_What the task asks:_ All that should appear is the line containing "<!-- street -->" and the lines after it in the records below, each reproduced exactly.

┏━━

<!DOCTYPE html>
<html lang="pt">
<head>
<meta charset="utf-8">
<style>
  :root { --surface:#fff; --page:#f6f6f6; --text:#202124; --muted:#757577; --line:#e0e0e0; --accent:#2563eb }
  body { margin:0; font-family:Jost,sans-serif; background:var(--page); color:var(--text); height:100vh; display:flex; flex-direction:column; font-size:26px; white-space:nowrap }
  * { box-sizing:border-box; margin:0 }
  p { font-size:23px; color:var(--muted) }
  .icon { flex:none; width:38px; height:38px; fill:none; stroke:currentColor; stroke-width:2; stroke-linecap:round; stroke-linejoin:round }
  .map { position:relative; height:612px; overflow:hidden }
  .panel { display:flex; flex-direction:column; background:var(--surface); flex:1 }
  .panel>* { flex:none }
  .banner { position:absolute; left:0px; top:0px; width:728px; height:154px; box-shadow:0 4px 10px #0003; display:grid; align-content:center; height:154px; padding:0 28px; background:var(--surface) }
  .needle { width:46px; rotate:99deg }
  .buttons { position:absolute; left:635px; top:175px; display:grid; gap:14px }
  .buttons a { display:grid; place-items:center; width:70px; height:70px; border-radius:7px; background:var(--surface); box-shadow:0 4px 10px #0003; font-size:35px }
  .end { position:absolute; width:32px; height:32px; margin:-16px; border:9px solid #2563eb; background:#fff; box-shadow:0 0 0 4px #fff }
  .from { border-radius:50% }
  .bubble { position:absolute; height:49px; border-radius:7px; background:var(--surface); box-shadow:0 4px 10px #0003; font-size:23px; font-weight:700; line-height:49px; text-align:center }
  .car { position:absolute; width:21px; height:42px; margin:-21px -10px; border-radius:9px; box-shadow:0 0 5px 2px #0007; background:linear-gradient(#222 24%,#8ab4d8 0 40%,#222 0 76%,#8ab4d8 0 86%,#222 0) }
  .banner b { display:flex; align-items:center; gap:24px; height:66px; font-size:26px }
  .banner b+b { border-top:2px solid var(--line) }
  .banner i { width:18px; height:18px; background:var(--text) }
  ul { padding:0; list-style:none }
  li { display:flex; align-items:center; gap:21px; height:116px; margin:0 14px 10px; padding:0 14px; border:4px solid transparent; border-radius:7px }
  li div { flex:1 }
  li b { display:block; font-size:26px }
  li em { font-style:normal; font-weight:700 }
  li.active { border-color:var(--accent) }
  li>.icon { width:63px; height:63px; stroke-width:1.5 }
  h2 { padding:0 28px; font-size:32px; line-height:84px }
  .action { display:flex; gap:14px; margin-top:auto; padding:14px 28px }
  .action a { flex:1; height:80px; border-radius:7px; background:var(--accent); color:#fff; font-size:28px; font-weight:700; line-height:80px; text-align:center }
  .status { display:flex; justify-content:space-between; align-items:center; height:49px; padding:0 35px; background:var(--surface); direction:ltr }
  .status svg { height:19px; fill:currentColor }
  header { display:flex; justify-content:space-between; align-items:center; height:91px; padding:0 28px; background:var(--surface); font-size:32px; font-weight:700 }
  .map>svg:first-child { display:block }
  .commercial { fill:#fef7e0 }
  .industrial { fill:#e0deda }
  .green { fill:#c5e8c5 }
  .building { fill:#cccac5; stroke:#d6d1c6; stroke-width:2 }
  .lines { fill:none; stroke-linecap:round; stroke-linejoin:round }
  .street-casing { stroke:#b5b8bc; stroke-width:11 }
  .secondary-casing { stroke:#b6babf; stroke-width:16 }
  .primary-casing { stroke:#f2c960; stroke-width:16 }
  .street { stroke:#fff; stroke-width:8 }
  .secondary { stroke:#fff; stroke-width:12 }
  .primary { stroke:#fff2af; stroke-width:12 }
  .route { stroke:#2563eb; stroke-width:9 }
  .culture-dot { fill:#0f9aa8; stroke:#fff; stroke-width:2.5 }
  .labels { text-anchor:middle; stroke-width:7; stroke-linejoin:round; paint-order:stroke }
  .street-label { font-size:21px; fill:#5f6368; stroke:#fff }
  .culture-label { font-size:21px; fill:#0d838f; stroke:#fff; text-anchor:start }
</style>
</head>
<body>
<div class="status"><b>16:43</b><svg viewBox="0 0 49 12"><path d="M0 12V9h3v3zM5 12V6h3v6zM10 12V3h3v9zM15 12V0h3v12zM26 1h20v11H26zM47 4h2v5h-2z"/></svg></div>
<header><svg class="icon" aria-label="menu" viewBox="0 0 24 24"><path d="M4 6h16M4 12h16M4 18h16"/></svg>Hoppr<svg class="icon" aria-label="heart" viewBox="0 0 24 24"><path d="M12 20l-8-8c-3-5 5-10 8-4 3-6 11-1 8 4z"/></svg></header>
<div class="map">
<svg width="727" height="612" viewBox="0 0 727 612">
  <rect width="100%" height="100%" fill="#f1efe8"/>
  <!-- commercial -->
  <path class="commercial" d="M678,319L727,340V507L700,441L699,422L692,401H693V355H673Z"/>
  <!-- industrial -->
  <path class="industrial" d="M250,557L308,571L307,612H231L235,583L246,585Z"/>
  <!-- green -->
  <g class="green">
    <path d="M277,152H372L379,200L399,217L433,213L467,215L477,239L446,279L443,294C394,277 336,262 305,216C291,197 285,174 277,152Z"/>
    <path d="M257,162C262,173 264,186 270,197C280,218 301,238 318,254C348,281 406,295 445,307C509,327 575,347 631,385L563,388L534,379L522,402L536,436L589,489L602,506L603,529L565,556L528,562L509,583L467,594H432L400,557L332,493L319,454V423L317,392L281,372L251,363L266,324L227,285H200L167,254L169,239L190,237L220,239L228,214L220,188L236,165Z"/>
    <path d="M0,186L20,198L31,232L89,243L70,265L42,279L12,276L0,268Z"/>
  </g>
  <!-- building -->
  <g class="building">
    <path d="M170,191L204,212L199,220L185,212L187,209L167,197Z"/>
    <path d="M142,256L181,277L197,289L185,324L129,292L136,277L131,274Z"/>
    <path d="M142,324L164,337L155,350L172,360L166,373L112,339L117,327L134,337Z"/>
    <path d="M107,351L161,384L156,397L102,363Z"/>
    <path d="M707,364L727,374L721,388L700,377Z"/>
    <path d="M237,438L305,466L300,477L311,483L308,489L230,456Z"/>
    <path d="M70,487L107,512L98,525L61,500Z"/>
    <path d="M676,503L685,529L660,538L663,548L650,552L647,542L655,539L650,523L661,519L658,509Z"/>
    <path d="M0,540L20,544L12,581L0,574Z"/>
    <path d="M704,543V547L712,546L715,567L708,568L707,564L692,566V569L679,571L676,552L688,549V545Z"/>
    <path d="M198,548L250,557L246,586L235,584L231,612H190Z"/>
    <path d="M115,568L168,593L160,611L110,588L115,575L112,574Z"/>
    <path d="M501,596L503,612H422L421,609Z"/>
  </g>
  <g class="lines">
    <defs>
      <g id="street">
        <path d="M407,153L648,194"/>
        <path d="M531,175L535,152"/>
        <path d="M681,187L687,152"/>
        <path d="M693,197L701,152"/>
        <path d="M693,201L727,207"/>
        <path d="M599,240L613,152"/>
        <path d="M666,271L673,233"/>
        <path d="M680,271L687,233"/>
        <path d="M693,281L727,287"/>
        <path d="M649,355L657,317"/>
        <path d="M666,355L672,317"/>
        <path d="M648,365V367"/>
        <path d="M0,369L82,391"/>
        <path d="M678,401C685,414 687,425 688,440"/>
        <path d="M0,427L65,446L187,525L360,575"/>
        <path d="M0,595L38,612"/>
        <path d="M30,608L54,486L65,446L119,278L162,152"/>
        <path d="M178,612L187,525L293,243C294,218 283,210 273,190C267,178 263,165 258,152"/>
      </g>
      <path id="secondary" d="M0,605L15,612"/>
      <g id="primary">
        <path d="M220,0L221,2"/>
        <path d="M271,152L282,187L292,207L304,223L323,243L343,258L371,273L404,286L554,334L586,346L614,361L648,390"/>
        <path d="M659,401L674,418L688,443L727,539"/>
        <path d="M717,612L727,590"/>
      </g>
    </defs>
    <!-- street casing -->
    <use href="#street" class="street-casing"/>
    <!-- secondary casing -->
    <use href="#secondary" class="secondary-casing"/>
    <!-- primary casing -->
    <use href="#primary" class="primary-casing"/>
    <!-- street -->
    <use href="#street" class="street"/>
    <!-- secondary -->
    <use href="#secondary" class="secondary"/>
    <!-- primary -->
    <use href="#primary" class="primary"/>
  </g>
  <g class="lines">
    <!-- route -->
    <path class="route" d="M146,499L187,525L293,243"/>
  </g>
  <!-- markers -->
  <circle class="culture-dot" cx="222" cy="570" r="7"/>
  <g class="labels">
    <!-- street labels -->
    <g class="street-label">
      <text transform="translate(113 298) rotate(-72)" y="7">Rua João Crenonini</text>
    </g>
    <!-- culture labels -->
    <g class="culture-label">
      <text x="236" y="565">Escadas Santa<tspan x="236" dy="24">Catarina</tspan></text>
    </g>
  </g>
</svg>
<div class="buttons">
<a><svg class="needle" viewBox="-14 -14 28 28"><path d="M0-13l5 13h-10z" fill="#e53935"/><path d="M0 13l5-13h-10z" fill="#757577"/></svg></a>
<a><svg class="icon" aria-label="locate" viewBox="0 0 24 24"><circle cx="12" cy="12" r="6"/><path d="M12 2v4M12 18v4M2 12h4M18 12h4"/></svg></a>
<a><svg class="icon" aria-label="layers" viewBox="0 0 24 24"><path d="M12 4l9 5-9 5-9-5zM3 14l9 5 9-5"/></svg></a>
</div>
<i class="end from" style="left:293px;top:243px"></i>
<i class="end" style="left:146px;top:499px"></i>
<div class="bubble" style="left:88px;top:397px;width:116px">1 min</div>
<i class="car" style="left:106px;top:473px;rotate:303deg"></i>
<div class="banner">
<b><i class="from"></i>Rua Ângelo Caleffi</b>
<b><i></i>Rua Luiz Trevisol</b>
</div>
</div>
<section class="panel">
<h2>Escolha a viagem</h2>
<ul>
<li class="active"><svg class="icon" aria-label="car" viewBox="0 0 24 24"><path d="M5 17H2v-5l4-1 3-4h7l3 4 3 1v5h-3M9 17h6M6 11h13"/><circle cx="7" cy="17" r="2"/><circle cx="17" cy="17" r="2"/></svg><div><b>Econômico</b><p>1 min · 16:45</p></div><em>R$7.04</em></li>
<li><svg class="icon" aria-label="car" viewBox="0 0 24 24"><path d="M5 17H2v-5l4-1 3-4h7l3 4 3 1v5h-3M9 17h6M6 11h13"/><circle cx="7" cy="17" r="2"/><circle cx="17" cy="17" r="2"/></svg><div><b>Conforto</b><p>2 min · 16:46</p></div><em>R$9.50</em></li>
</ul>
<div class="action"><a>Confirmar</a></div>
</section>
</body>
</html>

┗━━

_Written response:_
    <!-- street -->
    <use href="#street" class="street"/>
    <!-- secondary -->
    <use href="#secondary" class="secondary"/>
    <!-- primary -->
    <use href="#primary" class="primary"/>
  </g>
  <g class="lines">
    <!-- route -->
    <path class="route" d="M146,499L187,525L293,243"/>
  </g>
  <!-- markers -->
  <circle class="culture-dot" cx="222" cy="570" r="7"/>
  <g class="labels">
    <!-- street labels -->
    <g class="street-label">
      <text transform="translate(113 298) rotate(-72)" y="7">Rua João Crenonini</text>
    </g>
    <!-- culture labels -->
    <g class="culture-label">
      <text x="236" y="565">Escadas Santa<tspan x="236" dy="24">Catarina</tspan></text>
    </g>
  </g>
</svg>
<div class="buttons">
<a><svg class="needle" viewBox="-14 -14 28 28"><path d="M0-13l5 13h-10z" fill="#e53935"/><path d="M0 13l5-13h-10z" fill="#757577"/></svg></a>
<a><svg class="icon" aria-label="locate" viewBox="0 0 24 24"><circle cx="12" cy="12" r="6"/><path d="M12 2v4M12 18v4M2 12h4M18 12h4"/></svg></a>
<a><svg class="icon" aria-label="layers" viewBox="0 0 24 24"><path d="M12 4l9 5-9 5-9-5zM3 14l9 5 9-5"/></svg></a>
</div>
<i class="end from" style="left:293px;top:243px"></i>
<i class="end" style="left:146px;top:499px"></i>
<div class="bubble" style="left:88px;top:397px;width:116px">1 min</div>
<i class="car" style="left:106px;top:473px;rotate:303deg"></i>
<div class="banner">
<b><i class="from"></i>Rua Ângelo Caleffi</b>
<b><i></i>Rua Luiz Trevisol</b>
</div>
</div>
<section class="panel">
<h2>Escolha a viagem</h2>
<ul>
<li class="active"><svg class="icon" aria-label="car" viewBox="0 0 24 24"><path d="M5 17H2v-5l4-1 3-4h7l3 4 3 1v5h-3M9 17h6M6 11h13"/><circle cx="7" cy="17" r="2"/><circle cx="17" cy="17" r="2"/></svg><div><b>Econômico</b><p>1 min · 16:45</p></div><em>R$7.04</em></li>
<li><svg class="icon" aria-label="car" viewBox="0 0 24 24"><path d="M5 17H2v-5l4-1 3-4h7l3 4 3 1v5h-3M9 17h6M6 11h13"/><circle cx="7" cy="17" r="2"/><circle cx="17" cy="17" r="2"/></svg><div><b>Conforto</b><p>2 min · 16:46</p></div><em>R$9.50</em></li>
</ul>
<div class="action"><a>Confirmar</a></div>
</section>
</body>
</html>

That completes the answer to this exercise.